“It’s about options and accessibility,” says Paul Taylor, Head of Regional Sales, Global Transaction Services (GTS), EMEA, Bank of America Merrill Lynch (BAML), describing the essentials of a mobile treasury solution. Taylor is keen to point out that making available an alternative to desktop treasury is not about replacing one channel with another, but about augmenting the existing model. It is a laudable goal, yet 82% of respondents to Treasury Today’s European Corporate Treasury Benchmarking Study 2012 said they had not adopted mobile and only 12% said they would consider using it somewhere down the line.
Enabling financial professionals to access and use company data whilst away from their desktops can, admits Taylor, be seen as “trying to solve a problem that does not exist”. In defence of mobile treasury, critics probably said the same thing about the motor car. Indeed, a revolution has to start somewhere. If the first faltering steps in a new direction are seen as a gimmick then so be it.
Indrajeet Maitra, Head of International Cash Management, Asia at BNP Paribas, is an advocate. He notes that the advent of global supply chains with high interdependence has added “another level of managerial complexity” and that on this basis, the industry is looking at every opportunity to “build bridges” between different functions like purchase, inventory management, payments and foreign exchange. “And mobile treasury nicely fits into this new environment.”
The wholesale adoption of mobile devices in the consumer space – smartphones, PDAs, tablets et al – has seen the technology shift from a ‘want’ to a ‘need’. This gives it two distinct advantages, if and when it moves more fully into the treasury sector: rapid development of the underlying technology is assured; and there is a user base that has already bought into the basic concept of doing things on the move. Maitra feels that in the Asian markets there is already a “willingness, ability and need to take decisions on the go”, the option largely being taken up by the so-called Gen Y age group.
Generations and geographies
Nick Diamond, Head of Cash and Payment Sales, Commercial Banking, Lloyds Bank, believes in the slow but inevitable shift within the treasury sector towards mobile operations. He too sees a new generation of people coming into treasury that are “comfortable working with mobile because it is the way they lead their personal lives”.
Diamond reasons that if mobile devices are used to make consumer transactions on a day-to-day basis, why wouldn’t they eventually appear in business life?
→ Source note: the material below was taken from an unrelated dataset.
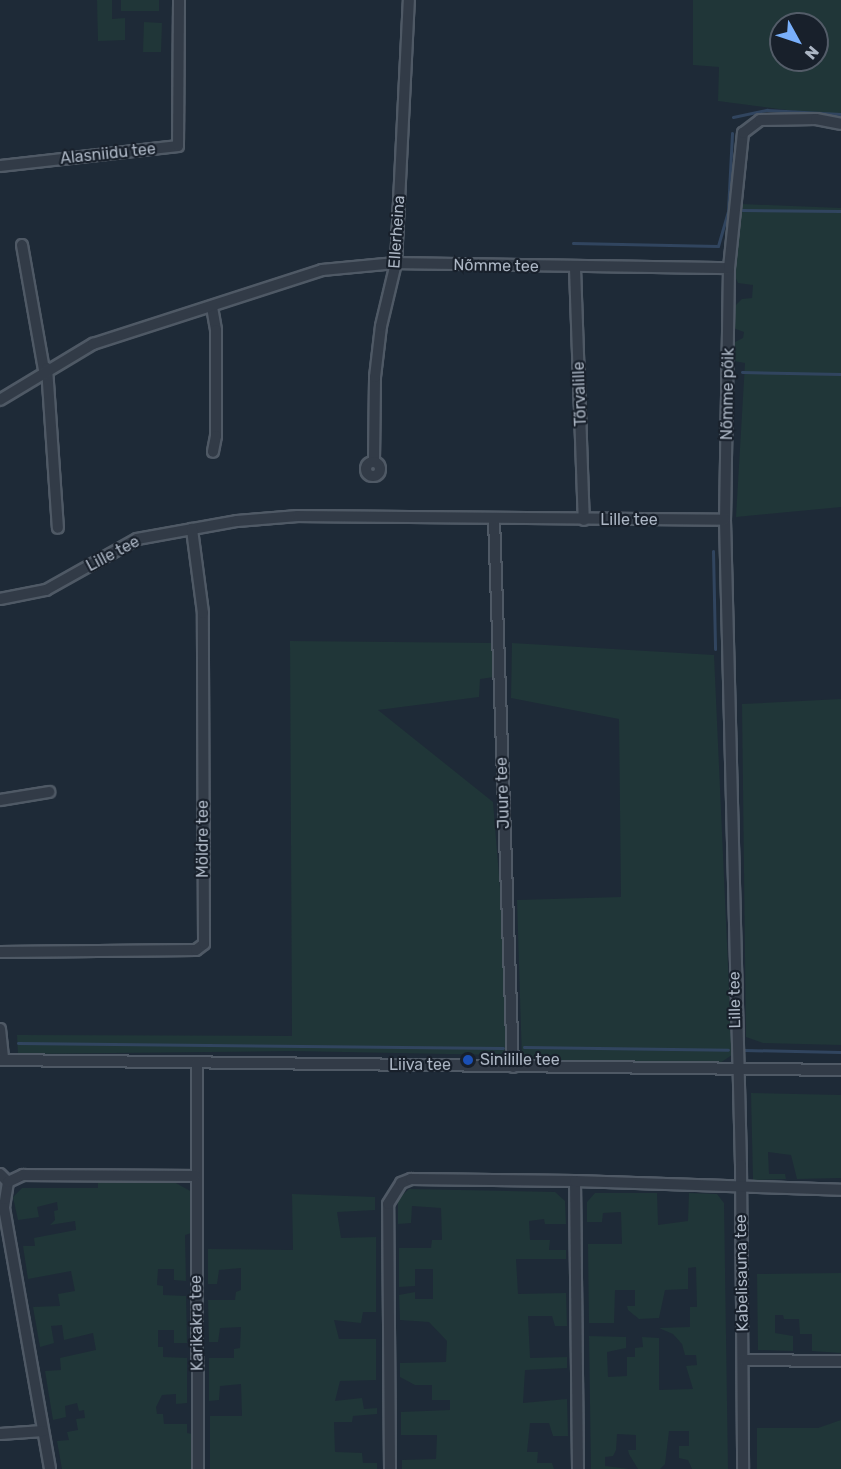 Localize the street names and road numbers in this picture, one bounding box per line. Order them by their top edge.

There may be a gap between the slick presentation and user-friendliness of a consumer mobile app and that of a business-dedicated portal, but that gap is narrowing. “There is often an overlap between what people do in the personal and business space, and eventually they tend to influence each other,” agrees Maha El Dimachki, Head of Corporate Sales, GTS, EMEA, BAML. Transferring the consumer experience to the working space will be the way forward; it’s what people are used to and they need to feel comfortable using this technology if it is to take off in any meaningful way.
Whilst El Dimachki observes that many treasurers are already happy to carry out certain limited functions on a tablet-style device, some geographic markets are more receptive to the overall concept of mobile transactions than others. As ever, it starts with the consumer segment. Asian countries such as India, Korea and Japan are, she notes, extremely well-disposed to mobile activity. Providers are willing to deliver the necessary solutions to take it further too. Indian mobile payment (m-payment) solutions vendor, iKaaz, for example, launched its own ‘Tap & Pay’ reader in July this year, enabling cashless transactions based on near field communication (NFC) technology. Earlier, in April, DBS became the first bank to offer an NFC-based virtual credit card to customers of all three mobile network operators in Singapore with its DBS One.Tap.
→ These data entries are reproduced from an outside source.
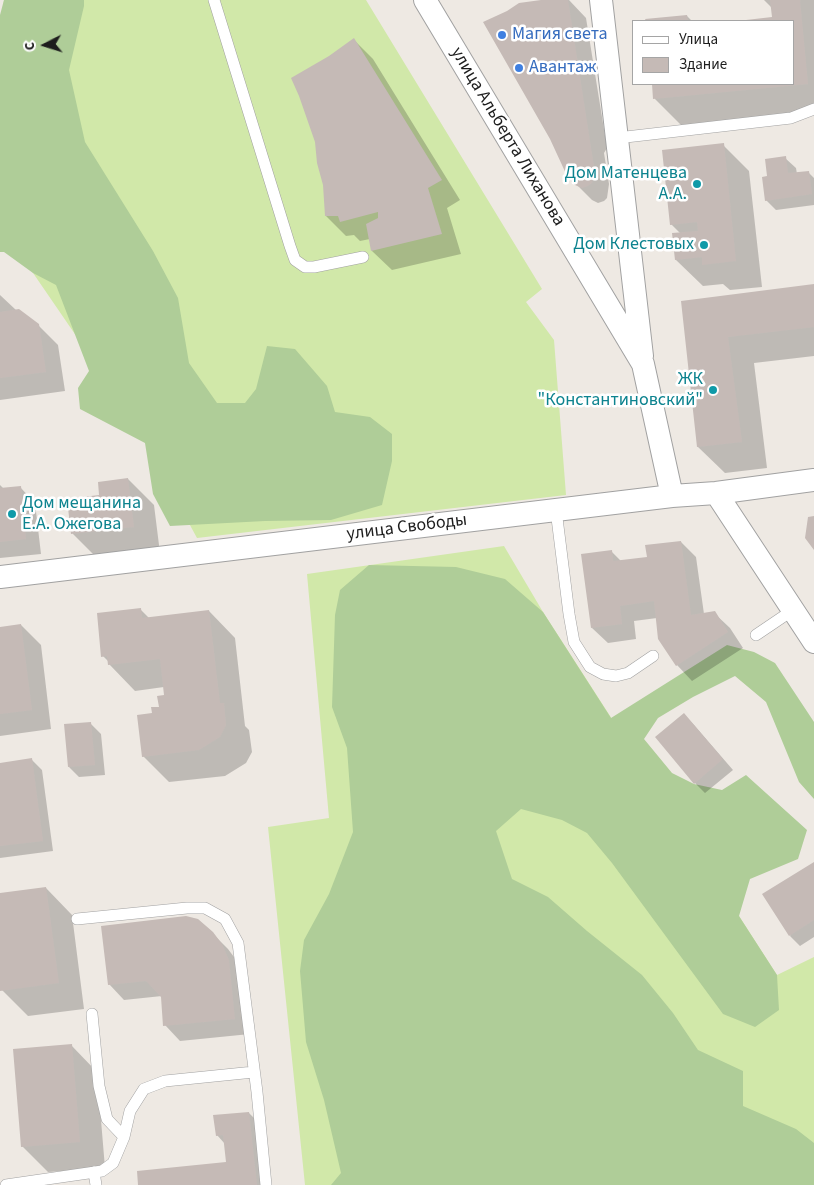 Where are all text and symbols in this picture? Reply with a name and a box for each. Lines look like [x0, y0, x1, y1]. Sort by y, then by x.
north arrow [20, 20, 70, 70]
legend [632, 20, 794, 85]
place label: Магия света [512, 24, 608, 46]
marker: Магия света [496, 29, 508, 41]
text: Улица [679, 29, 718, 50]
text: С [20, 41, 40, 51]
street label: улица Альберта Лиханова [445, 44, 569, 230]
text: Здание [679, 54, 727, 75]
place label: Авантаж [529, 57, 596, 79]
marker: Авантаж [513, 62, 525, 74]
place label: Дом Матенцева А.А. [564, 163, 687, 205]
marker: Дом Матенцева А.А. [691, 178, 703, 190]
place label: Дом Клестовых [573, 234, 694, 256]
marker: Дом Клестовых [698, 239, 710, 251]
place label: ЖК "Константиновский" [537, 369, 703, 412]
marker: ЖК "Константиновский" [707, 384, 719, 396]
place label: Дом мещанина Е.А. Ожегова [22, 493, 141, 536]
marker: Дом мещанина Е.А. Ожегова [6, 508, 18, 520]
street label: улица Свободы [346, 510, 468, 546]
China too is moving rapidly forward with NFC technology, announcing in April this year its proposed specification for a national m-payment standard. China Mobile, which is the world’s largest mobile network operator, and the domestic bank card association, China UnionPay, went live in June with an NFC payments service supported by eight banks, including some of the country’s largest such as Bank of China, Shanghai Pudong Development Bank and China CITIC Bank. Others connected to the platform so far include China Everbright Bank, China Minsheng Banking Corp, GF Securities, Bank of Shanghai and Bank of Beijing.
There is undoubtedly a very healthy appetite for consumer m-payment services in some Asian markets. A June 2012 survey of the sector across China, India, Indonesia and Malaysia by the Asia Pacific office of consulting and research firm, Analysys Mason, revealed that 65% of those who used their phones for non-voice services claimed to use mobile banking (m-banking), 51% used m-payments and 47% used mobile commerce (m-commerce) services.
The dominance of consumer payment devices such as cash, cards and especially cheques is slowly being eroded by m-payment concepts such as ‘tap and pay’ in some countries. But, says a March 2013 KPMG report, ‘tap and pay’ NFC solutions have generally failed to spark consumer interest. “Until silos are broken down, and there is collaboration across the value chain between merchants, mobile phone companies and financial services organisations, the mass audience will remain unconvinced,” says it’s author, Mark Guinibert, KPMG UK Head of Customer and Channel Management. Recent research by TNS Global shows that 11.9% of UK consumers use their mobiles to make payments and just over 20% use m-banking – a fraction of current levels of Asian uptake, but nonetheless a sizeable chunk of business.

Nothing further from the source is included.